If you need any proof of the deliberately slow pacing of the start of the season just look at these last five episodes. They have cranked it up to eleven and each episode delves deeper into intrigue, vaguely answering questions while raising millions more, all the while keeping us on the edge of our seats waiting for the other shoe to drop. If there even is another shoe. Mr. Robot rope-a-doped us pretending as if it couldn’t find it’s direction but knowing all along where it was going. I wonder if these critics who were slamming the show at the start feel the same way now because this second half of the season would not be as impactful without the first half. They are two sides of the same coin.

When I originally thought about writing the review for last nights episode I was overwhelmed.

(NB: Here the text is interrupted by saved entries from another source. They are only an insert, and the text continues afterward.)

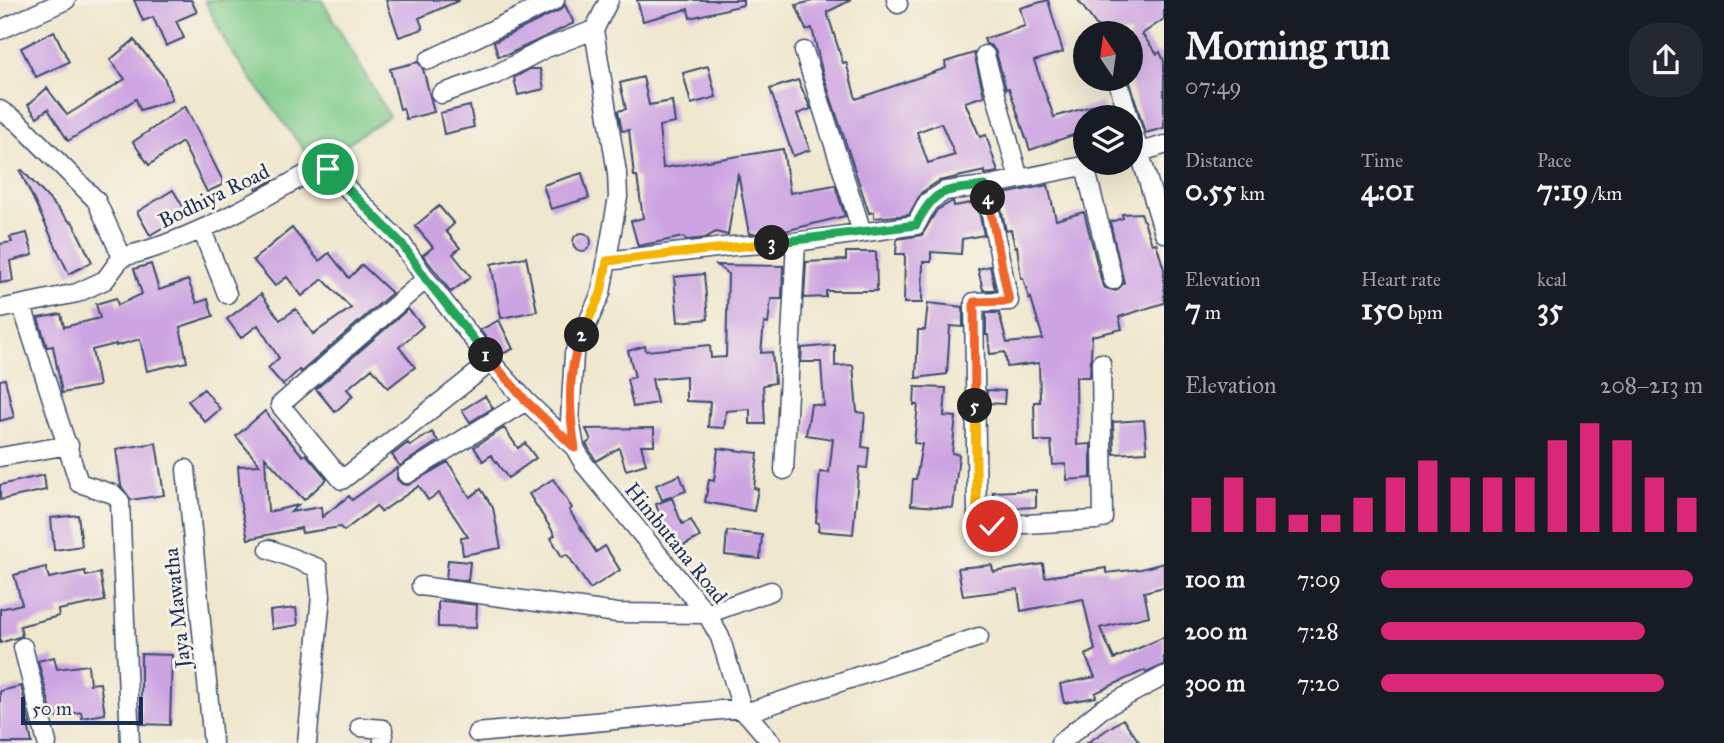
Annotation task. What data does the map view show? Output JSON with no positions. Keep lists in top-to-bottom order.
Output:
{
  "streets": {
    "street": ["Bodhiya Road", "Himbutana Road", "Jaya Mawatha"]
  },
  "crossings": [
    ["Bodhiya Road", "Himbutana Road"]
  ],
  "scale_bar": "50 m",
  "north": "top",
  "page": {
    "heading": ["Morning run", "07:49"],
    "stats": [
      ["Distance", "0.55 km"],
      ["Time", "4:01"],
      ["Pace", "7:19 /km"],
      ["Elevation", "7 m"],
      ["Heart rate", "150 bpm"],
      ["kcal", "35"]
    ],
    "pins": [
      "4",
      "3",
      "2",
      "1",
      "5"
    ],
    "chart": ["Elevation", "208–213 m"],
    "list": [
      {
        "name": "100 m",
        "note": "7:09"
      },
      {
        "name": "200 m",
        "note": "7:28"
      },
      {
        "name": "300 m",
        "note": "7:20"
      }
    ],
    "scale": "50 m"
  }
}
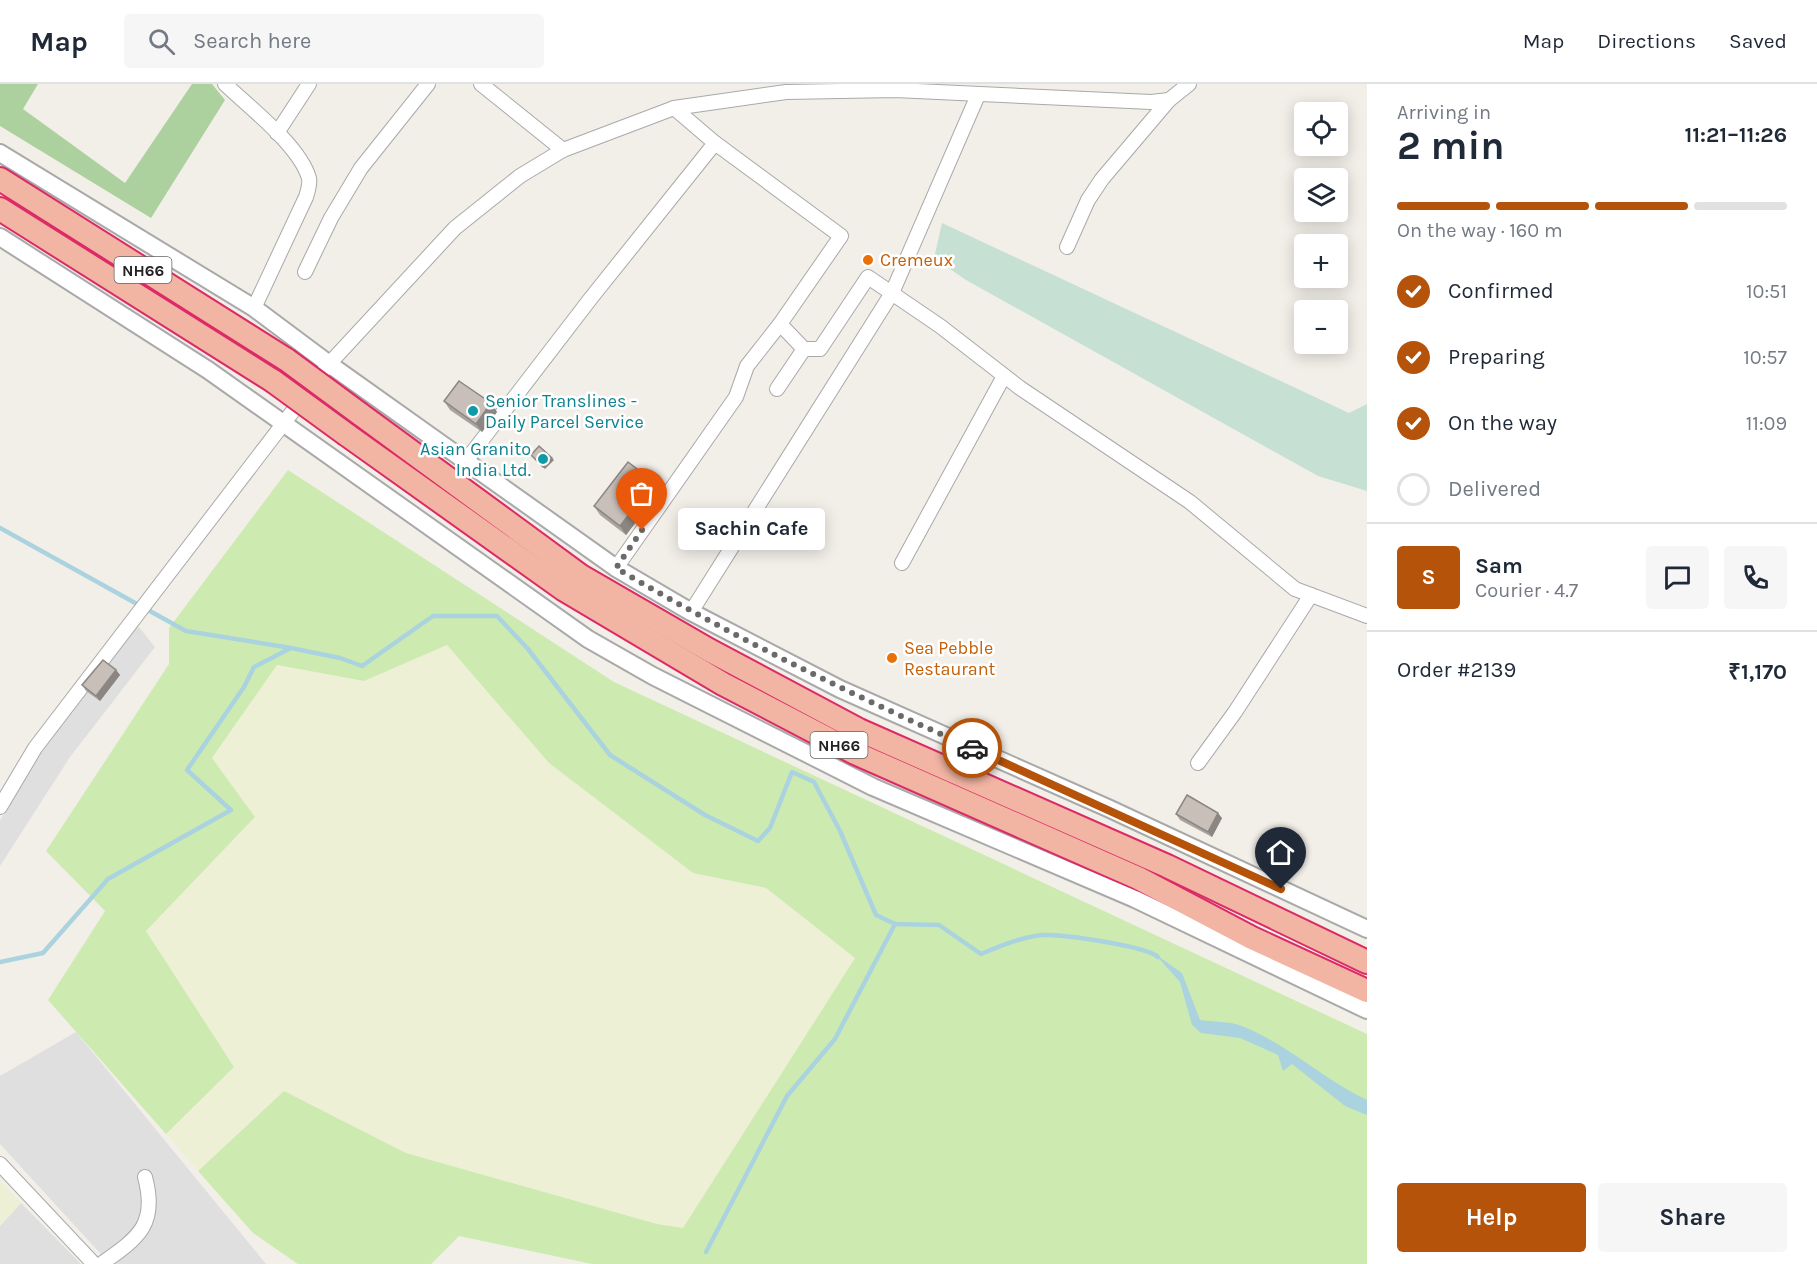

There was just too much to talk about. Where should I focus my energy? Everything from the opening to the ending and everything in between not only seemed important but necessarily. I could easily spend five hundred words (at least) talking about Philip’s talk of power and how he just doesn’t want it, but wants to be God. Think about it. The head of a corporation wants to be remembered as God. That’s so insane and egotistical and fitting that I can’t wrap my mind around it without wanting to talk to you for hours. Or watching Joanna Wellick get dressed. Here is this woman, this beautiful woman, getting dressed in these exquisite clothes  and jewelry in a gorgeous walk in closet while screaming metal punk music plays as the back drop. It’s the perfect dichotomy for Joanna who on the outside is a beautiful, well put woman but on the inside is a bag of cats (or screaming metal punk music). It’s brilliant and subtle and sticks out, and I could spend another five hundred words talking about that. What about Elliot smashing the fourth wall and actually asking us to help him search a room? I’ve never experienced a show that so deliberately asked for the audience’s participation, and it begs the question, where do we fall in this narrative? How guilty are we? Are we good people? See what I mean?! I could go on like this for hours.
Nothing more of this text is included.